#### How to complete this task:
Find the word "limit" in the records and copy every line where it occurs.

Stored data:

****************************************

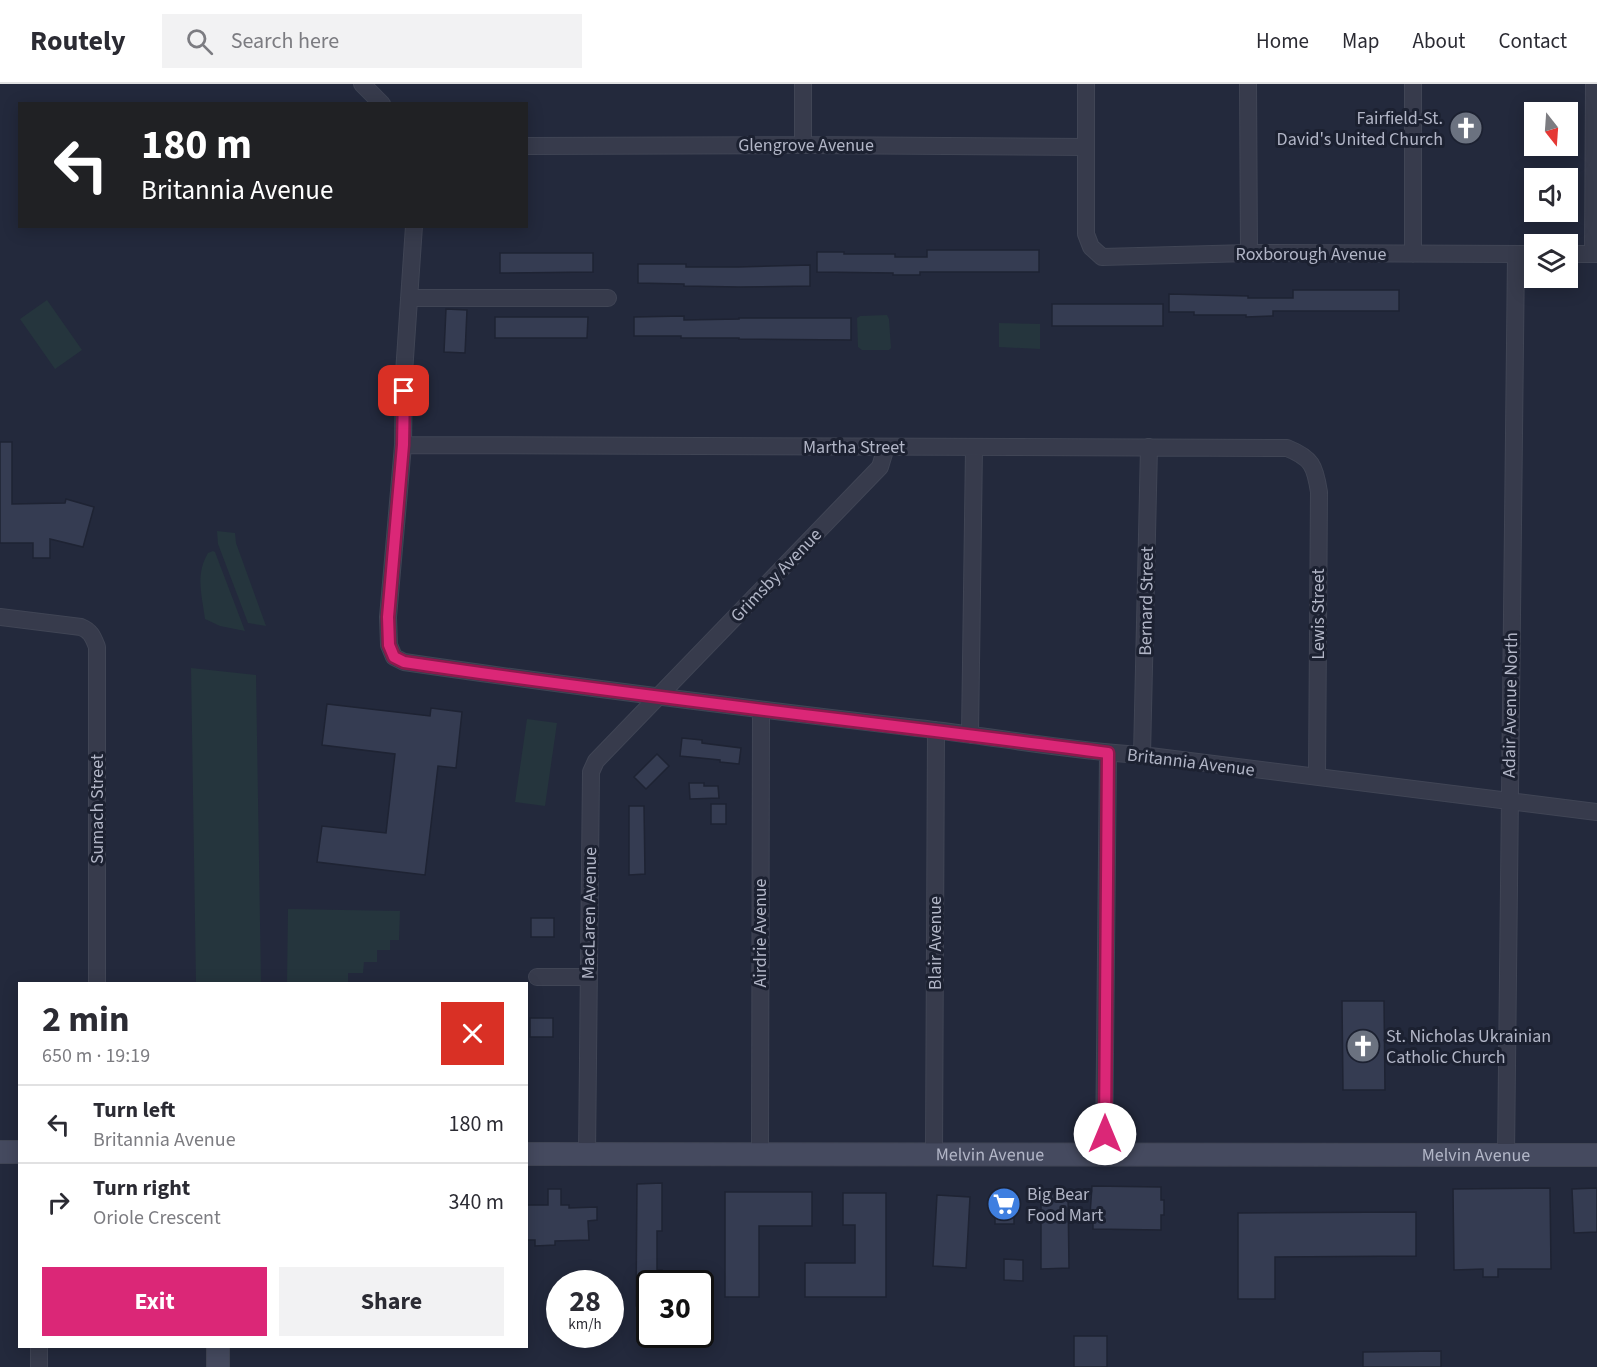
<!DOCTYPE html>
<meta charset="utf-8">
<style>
:root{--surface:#fff;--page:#f2f2f3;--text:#2b2b33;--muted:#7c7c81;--line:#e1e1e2;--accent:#db2777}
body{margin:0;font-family:"Source Sans 3",sans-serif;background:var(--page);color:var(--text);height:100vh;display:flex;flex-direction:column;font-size:22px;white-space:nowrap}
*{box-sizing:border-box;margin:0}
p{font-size:20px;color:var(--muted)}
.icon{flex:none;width:33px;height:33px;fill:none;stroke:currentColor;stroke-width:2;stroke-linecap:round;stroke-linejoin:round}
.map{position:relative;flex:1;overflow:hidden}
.drawer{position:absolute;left:18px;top:898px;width:510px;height:366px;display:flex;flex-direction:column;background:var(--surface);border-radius:0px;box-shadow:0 3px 15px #0003}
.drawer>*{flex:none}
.top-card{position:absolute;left:18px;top:18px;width:510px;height:126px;border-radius:0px;box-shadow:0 3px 15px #0003;background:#202124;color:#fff;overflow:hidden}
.needle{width:39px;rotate:163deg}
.fabs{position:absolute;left:1524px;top:18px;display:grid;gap:12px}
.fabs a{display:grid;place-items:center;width:54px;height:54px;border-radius:0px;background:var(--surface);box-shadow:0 3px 15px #0003;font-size:30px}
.speed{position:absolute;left:546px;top:1186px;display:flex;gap:12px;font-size:30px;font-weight:700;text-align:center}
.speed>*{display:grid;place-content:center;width:78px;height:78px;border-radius:50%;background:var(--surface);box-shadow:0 3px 15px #0003;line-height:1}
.speed small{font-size:15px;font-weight:400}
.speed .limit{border:3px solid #111;border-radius:9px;background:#fff;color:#111}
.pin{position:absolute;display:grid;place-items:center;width:51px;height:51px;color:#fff;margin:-26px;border-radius:12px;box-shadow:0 3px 9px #0006}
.me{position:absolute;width:66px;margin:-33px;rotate:0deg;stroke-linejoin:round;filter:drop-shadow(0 0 4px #0008)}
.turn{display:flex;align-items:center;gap:21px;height:126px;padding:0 24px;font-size:27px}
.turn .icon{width:78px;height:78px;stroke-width:2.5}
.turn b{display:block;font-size:42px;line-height:51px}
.round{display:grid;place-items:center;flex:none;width:63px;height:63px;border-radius:0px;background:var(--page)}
.head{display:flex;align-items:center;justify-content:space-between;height:102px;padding:0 24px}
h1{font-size:36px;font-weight:700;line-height:45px}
.action{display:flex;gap:12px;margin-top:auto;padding:12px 24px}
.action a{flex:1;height:69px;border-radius:0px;background:var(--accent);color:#fff;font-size:24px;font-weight:700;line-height:69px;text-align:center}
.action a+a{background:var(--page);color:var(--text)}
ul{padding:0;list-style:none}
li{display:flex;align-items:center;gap:18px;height:78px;padding:0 24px;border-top:2px solid var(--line)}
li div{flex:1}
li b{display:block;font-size:22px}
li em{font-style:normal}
header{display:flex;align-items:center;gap:36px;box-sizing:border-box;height:84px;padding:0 30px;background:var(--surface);border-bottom:2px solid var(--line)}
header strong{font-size:28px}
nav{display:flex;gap:33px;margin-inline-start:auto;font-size:21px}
.search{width:420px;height:54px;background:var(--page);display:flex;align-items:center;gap:15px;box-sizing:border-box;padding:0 21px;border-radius:0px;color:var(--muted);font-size:22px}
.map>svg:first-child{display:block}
</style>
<header>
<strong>Routely</strong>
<div class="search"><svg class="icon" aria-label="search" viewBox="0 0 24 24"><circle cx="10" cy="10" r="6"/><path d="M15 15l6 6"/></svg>Search here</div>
<nav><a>Home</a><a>Map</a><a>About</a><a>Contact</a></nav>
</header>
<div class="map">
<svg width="1597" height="1283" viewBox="0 0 1597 1283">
<rect width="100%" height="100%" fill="#23293c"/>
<!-- green -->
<path fill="#25353d" d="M 47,216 L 82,266 L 55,285 L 20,235 Z
M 887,231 L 889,235 L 891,264 L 889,266 L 862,266 L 858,263 L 857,234 L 860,232 Z
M 999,239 L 1040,240 L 1040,265 L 999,263 Z
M 217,447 L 235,449 L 236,459 L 266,542 L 248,539 L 218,460 Z
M 213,467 L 215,468 L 245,547 L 220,542 L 205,535 C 202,511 195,491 208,469 Z
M 191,584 L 256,591 L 261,900 L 196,900 Z
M 527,635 L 557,639 L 545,722 L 515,718 Z
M 288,825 L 400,827 L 399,856 L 390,856 L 390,866 L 377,866 L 377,878 L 364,878 L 363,889 L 348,889 L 348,900 L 287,900 Z"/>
<!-- building -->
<path fill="#353c52" stroke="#1e2333" stroke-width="1.5" d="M 927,166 L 1039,166 L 1039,188 L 920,188 L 920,191 L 893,191 L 893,189 L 817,188 L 817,168 L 844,168 L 844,170 L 895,170 L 895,173 L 927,173 Z
M 500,169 L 593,169 L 593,188 L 500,189 Z
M 638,180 L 686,180 L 686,183 L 738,183 L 810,181 L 810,202 L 739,203 L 684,202 L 684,200 L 638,199 Z
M 1293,206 L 1399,206 L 1399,227 L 1273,227 L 1273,232 L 1246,233 L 1246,231 L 1194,231 L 1194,228 L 1169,228 L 1169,210 L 1248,212 L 1248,214 L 1293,214 Z
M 1052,220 L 1163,220 L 1163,242 L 1052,242 Z
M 446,225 L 467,226 L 465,269 L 444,268 Z
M 684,232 L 684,236 L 739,235 L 739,234 L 851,234 L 851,256 L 739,255 L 739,254 L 681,254 L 681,252 L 634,252 L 634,233 Z
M 495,233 L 588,233 L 587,254 L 495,254 Z
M 0,358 L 12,358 L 12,420 L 65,419 L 66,415 L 94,423 L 83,463 L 50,455 L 50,474 L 33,474 L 33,459 L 0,459 Z
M 327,620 L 430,632 L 431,624 L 462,628 L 456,684 L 438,682 L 425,791 L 317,778 L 322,742 L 386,749 L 395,670 L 322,661 Z
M 682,654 L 702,656 L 702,659 L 741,664 L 739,680 L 720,678 L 720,676 L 680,672 Z
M 657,670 L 669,682 L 646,705 L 634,693 Z
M 689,699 L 704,699 L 704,702 L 718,702 L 719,714 L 690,715 Z
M 711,720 L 726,720 L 726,740 L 711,740 Z
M 629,722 L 644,722 L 645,790 L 629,791 Z
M 531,834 L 554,834 L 554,853 L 531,853 Z
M 1342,917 L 1384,917 L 1385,1006 L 1343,1006 Z
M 530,934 L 553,934 L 553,953 L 530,953 Z
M 662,1099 L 662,1147 L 657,1147 L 657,1186 L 662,1186 L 662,1200 L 650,1200 L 650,1222 L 636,1222 L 637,1100 Z
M 1092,1102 L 1161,1103 L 1161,1116 L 1164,1116 L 1164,1131 L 1161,1131 L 1161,1146 L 1093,1145 L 1093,1131 L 1090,1131 Z
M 1550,1104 L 1551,1185 L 1498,1185 L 1498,1193 L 1483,1193 L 1483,1185 L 1454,1186 L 1453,1105 Z
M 1597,1104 L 1597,1148 L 1574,1149 L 1572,1105 Z
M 548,1105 L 561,1105 L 561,1121 L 569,1121 L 569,1124 L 597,1123 L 597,1136 L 588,1137 L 589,1156 L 555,1157 L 555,1161 L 535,1162 L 535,1156 L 526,1156 L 526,1121 L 548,1121 Z
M 995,1107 L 1014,1108 L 1014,1140 L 995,1140 Z
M 725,1108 L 812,1108 L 812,1142 L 759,1142 L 759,1213 L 725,1213 Z
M 843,1109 L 886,1109 L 886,1213 L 805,1213 L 805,1179 L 855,1179 L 855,1141 L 843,1141 Z
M 1041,1109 L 1068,1109 L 1069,1184 L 1041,1185 Z
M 937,1111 L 970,1113 L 966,1184 L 933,1182 Z
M 1416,1128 L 1416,1172 L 1275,1173 L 1275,1215 L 1238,1215 L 1238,1129 Z
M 1004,1175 L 1023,1176 L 1023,1197 L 1004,1196 Z
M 1074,1252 L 1107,1252 L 1107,1283 L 1074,1283 Z
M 1441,1267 L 1441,1283 L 1363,1283 L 1363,1268 Z"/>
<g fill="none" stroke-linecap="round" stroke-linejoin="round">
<defs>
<path id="street" d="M 362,0 L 382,20
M 803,0 L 803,61
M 1086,0 L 1086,150 L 1091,163 L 1102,173 L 1249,169 L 1534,170
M 1248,0 L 1249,169
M 1413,0 L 1413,170
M 526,62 L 803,61 L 1086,63
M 414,142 L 404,289 L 403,361 L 388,533 L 389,561 L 394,573 L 404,578 C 575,603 746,624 917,644 C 992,652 1067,667 1142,671 L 1597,728
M 1568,170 L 1597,170
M 1593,170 L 1594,0
M 409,214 L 608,214
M 403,361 L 1287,364 C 1312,374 1315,382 1319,408 L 1317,693
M 0,533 L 81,543 C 91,547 93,553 97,563 L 97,900
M 970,651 L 974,364
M 1142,671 L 1149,363
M 537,893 L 588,893
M 1104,1070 L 1108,669
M 587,1071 L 591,688 L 596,677 L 880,383 L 886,363
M 760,1071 L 761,627
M 934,1071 L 936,646
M 1506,1072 L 1516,170
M 39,1263 L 39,1283"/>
<g id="secondary">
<path d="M 0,1068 L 20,1068"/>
<path id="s1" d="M 526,1070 L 1597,1071"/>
<path d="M 218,1283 L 218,1263"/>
</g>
</defs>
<!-- street casing -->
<use href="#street" stroke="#404555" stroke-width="18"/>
<!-- secondary casing -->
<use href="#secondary" stroke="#404555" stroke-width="24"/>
<!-- street -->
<use href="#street" stroke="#373b4c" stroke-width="16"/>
<!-- secondary -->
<use href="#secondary" stroke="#454a5f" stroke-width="22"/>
</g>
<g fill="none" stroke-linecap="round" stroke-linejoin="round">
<defs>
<path id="route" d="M 404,307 L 403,361 L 388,533 L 389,561 L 394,573 L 404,578 C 638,613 874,638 1108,669 L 1105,1050"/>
</defs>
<!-- route casing -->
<use href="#route" stroke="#8e194d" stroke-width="15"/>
<!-- route -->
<use href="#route" stroke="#db2777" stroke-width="10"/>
</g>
<!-- icons -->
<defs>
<symbol id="church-disc" viewBox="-11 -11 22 22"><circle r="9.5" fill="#6b7280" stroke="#1c2131"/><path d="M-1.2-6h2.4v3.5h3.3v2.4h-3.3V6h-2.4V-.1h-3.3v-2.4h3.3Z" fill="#fff"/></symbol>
<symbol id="supermarket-disc" viewBox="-11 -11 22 22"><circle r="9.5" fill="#3f7fe0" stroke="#1c2131"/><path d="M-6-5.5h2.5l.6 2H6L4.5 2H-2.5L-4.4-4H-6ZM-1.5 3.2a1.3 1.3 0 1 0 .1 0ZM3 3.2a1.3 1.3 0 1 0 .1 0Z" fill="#fff"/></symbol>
</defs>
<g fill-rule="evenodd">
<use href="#church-disc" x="1447" y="25" width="38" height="38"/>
<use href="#church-disc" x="1344" y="943" width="38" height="38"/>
<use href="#supermarket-disc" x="985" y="1101" width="38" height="38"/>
</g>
<g text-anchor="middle" stroke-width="6" stroke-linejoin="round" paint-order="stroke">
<!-- poi labels -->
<g font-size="18" fill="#b2b6c7" stroke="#1c2131" text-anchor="start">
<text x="1443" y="40" text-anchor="end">Fairfield-St.<tspan x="1443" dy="21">David's United Church</tspan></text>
<text x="1386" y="958">St. Nicholas Ukrainian<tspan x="1386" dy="21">Catholic Church</tspan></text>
<text x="1027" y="1116">Big Bear<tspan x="1027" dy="21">Food Mart</tspan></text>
</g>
<!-- street labels -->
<g font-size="18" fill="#b2b6c7" stroke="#1c2131">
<text x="806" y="67">Glengrove Avenue</text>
<text x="1311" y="176">Roxborough Avenue</text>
<text x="854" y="369">Martha Street</text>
<text transform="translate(776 491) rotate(-46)" y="6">Grimsby Avenue</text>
<text transform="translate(1146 517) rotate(-89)" y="6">Bernard Street</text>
<text transform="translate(1318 530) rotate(-90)" y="6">Lewis Street</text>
<text transform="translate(1510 621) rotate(-89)" y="6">Adair Avenue North</text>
<text transform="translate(1191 678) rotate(7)" y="6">Britannia Avenue</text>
<text transform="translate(97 725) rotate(-90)" y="6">Sumach Street</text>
<text transform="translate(589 829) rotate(-89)" y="6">MacLaren Avenue</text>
<text transform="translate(760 849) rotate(-90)" y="6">Airdrie Avenue</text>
<text transform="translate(935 859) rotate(-90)" y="6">Blair Avenue</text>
<text dy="6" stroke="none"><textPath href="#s1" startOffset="464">Melvin Avenue</textPath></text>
<text dy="6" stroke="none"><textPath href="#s1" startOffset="950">Melvin Avenue</textPath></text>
</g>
</g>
</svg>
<div class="fabs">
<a><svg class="needle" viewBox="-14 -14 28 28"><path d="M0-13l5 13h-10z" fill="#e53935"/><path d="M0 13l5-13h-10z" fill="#7c7c81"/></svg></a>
<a><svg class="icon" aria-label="sound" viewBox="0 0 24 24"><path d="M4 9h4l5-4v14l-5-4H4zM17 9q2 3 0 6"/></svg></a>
<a><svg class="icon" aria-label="layers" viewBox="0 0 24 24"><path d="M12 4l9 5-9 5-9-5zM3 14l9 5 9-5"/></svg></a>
</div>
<div class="speed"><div>28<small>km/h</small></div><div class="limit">30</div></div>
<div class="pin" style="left:404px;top:307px;background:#d93025"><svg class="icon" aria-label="arrive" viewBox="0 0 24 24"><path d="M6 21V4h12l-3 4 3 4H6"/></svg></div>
<svg class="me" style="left:1105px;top:1050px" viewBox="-20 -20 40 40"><circle r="19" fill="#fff"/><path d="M0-13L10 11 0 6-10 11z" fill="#db2777"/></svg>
<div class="top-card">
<div class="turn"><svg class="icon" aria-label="left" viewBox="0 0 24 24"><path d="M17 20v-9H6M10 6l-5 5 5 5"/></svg><div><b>180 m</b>Britannia Avenue</div></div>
</div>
<section class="drawer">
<div class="head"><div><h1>2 min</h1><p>650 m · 19:19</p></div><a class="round" style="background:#d93025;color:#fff"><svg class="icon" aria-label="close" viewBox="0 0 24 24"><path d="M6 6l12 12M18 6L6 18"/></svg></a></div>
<ul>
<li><svg class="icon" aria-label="left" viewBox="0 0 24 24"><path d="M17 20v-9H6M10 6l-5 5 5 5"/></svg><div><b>Turn left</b><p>Britannia Avenue</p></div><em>180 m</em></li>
<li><svg class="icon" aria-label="right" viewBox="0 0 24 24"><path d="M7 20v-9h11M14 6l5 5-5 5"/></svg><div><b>Turn right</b><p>Oriole Crescent</p></div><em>340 m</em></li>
</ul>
<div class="action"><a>Exit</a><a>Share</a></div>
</section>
</div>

****************************************

#### Exercise solution:
.speed .limit{border:3px solid #111;border-radius:9px;background:#fff;color:#111}
<div class="speed"><div>28<small>km/h</small></div><div class="limit">30</div></div>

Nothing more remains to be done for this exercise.